_About this exercise_. Give back exactly the lines of the material below, starting with the line with "779,157 778,159 812,180" and going on through the line with "1609,196 1591,228 1598,232".

_Dataset extract_.
[Start of section]

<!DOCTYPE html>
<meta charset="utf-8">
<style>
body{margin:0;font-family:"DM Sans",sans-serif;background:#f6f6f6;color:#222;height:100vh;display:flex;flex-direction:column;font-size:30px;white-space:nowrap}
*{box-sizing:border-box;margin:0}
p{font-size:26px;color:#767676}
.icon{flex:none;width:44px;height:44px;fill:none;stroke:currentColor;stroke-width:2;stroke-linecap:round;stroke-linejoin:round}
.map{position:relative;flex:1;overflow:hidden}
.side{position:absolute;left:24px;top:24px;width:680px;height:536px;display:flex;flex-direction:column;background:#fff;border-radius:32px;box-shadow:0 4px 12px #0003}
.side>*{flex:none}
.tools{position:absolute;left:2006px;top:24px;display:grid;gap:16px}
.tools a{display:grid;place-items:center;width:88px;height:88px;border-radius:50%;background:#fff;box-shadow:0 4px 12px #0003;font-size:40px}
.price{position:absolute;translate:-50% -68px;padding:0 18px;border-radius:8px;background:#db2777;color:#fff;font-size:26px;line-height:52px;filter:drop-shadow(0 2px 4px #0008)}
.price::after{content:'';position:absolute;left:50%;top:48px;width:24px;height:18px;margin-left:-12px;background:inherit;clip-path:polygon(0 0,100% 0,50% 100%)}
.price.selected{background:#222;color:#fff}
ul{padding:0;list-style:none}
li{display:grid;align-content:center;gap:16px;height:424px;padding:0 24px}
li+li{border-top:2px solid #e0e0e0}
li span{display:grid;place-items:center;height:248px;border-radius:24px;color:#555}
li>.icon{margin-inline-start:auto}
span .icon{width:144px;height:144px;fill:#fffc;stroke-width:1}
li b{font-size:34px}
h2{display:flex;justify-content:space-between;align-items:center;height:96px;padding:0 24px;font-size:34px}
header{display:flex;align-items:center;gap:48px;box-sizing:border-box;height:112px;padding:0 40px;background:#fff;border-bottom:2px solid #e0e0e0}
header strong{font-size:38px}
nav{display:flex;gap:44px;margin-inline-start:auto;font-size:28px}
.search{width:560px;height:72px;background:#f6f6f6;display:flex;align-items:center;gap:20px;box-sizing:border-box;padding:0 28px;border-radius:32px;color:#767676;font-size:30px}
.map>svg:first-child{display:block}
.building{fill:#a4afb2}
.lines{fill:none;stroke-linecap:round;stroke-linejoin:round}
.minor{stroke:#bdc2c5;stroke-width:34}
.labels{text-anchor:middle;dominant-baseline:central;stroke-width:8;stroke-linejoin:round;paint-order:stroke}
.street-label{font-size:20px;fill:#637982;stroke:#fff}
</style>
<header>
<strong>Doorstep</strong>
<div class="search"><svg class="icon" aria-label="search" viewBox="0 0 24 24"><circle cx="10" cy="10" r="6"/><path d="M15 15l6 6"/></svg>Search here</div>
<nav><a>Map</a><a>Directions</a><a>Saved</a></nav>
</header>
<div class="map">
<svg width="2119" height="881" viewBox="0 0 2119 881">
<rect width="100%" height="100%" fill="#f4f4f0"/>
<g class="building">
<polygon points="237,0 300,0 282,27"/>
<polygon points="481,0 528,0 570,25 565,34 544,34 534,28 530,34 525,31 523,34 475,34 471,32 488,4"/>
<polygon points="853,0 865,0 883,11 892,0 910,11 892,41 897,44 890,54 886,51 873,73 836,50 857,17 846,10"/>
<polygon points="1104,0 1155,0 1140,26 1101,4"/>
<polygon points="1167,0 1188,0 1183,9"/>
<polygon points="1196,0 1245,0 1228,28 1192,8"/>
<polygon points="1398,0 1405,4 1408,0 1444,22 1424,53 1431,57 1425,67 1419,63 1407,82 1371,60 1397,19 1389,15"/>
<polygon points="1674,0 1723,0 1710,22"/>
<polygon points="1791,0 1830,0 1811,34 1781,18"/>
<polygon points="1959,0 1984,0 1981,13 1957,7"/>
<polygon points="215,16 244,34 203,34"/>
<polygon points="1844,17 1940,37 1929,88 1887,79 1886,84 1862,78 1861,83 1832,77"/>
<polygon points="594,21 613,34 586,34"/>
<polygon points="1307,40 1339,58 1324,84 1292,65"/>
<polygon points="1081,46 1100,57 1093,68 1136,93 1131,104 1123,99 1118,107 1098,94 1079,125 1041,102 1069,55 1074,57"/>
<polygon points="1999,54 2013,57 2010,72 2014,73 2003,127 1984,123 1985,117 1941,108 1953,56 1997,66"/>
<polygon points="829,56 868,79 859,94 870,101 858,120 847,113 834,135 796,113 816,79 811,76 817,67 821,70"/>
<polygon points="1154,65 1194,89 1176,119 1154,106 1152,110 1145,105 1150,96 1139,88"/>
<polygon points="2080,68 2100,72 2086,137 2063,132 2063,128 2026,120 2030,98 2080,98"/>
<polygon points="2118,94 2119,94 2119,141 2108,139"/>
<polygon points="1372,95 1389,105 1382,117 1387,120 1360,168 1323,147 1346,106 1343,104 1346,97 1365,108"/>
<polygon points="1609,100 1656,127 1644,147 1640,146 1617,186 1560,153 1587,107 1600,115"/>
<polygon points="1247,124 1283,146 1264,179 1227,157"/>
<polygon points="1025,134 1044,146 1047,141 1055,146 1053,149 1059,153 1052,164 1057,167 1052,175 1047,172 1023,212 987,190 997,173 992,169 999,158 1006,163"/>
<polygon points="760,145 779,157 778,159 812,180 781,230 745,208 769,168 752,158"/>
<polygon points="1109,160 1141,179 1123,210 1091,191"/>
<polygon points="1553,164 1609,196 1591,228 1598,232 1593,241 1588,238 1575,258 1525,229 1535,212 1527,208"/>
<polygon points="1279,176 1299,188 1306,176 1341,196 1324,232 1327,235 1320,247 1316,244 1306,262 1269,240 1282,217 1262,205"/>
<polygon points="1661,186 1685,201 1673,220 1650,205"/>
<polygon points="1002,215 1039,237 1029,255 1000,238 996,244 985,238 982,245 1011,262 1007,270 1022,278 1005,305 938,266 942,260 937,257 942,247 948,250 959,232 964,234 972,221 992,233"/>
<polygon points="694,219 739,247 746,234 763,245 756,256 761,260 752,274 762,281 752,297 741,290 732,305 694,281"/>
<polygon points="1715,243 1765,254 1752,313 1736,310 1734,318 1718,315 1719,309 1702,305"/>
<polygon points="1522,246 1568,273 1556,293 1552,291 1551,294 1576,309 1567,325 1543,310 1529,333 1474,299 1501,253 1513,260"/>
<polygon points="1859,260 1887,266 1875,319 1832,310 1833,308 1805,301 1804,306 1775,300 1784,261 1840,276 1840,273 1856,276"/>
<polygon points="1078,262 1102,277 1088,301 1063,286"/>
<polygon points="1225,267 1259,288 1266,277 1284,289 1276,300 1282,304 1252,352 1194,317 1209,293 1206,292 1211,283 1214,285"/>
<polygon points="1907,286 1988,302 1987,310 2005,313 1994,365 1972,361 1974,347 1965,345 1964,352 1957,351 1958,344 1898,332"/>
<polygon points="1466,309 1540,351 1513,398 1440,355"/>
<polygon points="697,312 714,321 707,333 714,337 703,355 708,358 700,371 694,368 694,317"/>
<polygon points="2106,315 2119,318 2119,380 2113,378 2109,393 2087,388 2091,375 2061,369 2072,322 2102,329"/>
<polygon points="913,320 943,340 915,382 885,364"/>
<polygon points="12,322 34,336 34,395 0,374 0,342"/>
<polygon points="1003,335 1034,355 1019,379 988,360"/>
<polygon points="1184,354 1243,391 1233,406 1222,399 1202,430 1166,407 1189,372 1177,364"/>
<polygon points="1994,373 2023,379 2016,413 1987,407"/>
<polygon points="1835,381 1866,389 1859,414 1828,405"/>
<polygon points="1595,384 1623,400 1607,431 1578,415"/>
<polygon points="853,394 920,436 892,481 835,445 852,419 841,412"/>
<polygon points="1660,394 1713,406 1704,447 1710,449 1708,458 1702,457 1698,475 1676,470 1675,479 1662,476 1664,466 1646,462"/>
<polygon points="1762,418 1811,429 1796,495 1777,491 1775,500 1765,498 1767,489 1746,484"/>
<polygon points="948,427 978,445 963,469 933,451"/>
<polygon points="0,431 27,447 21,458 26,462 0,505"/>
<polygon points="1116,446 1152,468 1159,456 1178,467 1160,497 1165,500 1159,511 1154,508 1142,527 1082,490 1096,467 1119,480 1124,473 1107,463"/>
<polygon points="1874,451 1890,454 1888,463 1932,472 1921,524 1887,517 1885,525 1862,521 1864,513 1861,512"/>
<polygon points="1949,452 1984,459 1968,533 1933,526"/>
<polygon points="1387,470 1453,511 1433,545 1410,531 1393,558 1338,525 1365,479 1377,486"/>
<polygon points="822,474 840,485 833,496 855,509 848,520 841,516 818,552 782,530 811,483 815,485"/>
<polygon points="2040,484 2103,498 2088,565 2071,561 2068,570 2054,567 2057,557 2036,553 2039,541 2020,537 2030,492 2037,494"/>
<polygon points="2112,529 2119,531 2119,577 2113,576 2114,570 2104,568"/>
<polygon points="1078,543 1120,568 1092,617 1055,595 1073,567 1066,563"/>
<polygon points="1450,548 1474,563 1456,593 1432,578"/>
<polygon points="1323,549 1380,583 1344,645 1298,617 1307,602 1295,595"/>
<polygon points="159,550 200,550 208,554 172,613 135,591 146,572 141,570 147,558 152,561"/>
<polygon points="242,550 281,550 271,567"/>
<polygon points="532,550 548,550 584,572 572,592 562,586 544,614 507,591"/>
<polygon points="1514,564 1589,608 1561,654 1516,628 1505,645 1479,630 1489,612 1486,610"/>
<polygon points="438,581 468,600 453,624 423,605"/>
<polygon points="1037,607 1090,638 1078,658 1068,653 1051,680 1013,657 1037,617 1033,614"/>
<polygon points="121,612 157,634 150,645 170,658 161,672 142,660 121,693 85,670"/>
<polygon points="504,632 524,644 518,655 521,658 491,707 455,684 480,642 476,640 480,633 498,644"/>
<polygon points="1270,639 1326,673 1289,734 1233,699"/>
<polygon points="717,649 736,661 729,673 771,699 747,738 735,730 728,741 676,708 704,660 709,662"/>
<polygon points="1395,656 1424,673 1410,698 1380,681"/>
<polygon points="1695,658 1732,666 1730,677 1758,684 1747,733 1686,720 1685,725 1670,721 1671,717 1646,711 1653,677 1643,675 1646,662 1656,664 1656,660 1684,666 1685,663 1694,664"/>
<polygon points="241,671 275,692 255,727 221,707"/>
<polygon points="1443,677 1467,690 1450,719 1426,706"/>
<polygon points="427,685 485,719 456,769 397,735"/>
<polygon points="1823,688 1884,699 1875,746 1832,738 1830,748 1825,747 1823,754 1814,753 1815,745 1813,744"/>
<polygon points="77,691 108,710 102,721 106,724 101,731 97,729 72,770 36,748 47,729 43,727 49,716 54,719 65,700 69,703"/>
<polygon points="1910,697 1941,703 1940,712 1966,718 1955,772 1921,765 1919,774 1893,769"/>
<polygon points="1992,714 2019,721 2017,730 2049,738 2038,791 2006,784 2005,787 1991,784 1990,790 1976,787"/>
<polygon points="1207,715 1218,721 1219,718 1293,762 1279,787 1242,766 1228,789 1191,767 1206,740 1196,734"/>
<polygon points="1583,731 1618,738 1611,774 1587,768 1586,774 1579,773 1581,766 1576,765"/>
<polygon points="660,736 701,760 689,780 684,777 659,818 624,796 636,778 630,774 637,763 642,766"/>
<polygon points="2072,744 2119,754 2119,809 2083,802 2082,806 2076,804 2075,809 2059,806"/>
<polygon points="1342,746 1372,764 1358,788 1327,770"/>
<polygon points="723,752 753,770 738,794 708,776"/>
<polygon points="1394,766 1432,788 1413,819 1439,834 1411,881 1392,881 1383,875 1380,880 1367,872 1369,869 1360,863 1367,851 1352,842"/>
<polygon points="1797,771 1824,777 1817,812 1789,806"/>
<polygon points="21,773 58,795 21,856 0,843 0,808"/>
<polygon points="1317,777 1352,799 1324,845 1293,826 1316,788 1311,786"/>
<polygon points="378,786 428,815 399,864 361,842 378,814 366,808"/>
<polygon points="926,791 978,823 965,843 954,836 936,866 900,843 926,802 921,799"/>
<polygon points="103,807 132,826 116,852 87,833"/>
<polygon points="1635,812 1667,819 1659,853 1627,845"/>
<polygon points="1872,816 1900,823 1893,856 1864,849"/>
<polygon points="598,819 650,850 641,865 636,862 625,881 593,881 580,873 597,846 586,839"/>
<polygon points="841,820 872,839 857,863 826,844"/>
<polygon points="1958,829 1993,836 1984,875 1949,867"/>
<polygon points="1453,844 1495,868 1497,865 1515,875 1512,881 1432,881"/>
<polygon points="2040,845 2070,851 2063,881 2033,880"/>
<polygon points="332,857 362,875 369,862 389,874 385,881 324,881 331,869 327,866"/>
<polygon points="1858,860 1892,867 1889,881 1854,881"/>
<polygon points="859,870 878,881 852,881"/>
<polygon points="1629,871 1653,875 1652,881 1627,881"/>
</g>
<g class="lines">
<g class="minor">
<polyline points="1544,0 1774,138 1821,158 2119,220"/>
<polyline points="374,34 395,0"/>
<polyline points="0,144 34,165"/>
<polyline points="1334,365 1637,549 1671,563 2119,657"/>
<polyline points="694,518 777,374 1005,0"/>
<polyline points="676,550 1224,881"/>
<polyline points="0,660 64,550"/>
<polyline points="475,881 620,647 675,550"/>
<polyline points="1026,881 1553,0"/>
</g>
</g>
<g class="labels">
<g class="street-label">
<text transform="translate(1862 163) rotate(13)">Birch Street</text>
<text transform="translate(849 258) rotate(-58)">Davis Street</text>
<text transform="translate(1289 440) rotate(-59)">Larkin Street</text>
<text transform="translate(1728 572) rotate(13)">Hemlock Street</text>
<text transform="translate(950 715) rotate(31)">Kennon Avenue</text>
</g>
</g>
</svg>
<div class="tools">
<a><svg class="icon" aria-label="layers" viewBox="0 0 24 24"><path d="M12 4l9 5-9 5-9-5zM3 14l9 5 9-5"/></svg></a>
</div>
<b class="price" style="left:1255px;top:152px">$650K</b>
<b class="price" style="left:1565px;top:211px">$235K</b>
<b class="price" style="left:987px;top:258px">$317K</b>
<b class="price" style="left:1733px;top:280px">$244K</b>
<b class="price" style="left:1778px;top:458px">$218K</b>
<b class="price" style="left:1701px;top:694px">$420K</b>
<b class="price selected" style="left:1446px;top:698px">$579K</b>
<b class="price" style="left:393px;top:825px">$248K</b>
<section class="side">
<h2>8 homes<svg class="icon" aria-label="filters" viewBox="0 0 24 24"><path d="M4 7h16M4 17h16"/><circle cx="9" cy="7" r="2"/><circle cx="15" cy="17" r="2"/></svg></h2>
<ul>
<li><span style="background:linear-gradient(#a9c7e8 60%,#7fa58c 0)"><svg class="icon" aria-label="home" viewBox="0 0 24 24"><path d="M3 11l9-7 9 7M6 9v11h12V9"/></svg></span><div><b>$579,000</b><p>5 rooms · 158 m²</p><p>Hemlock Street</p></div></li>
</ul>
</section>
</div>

[End of section]

_Written solution_.
<polygon points="760,145 779,157 778,159 812,180 781,230 745,208 769,168 752,158"/>
<polygon points="1109,160 1141,179 1123,210 1091,191"/>
<polygon points="1553,164 1609,196 1591,228 1598,232 1593,241 1588,238 1575,258 1525,229 1535,212 1527,208"/>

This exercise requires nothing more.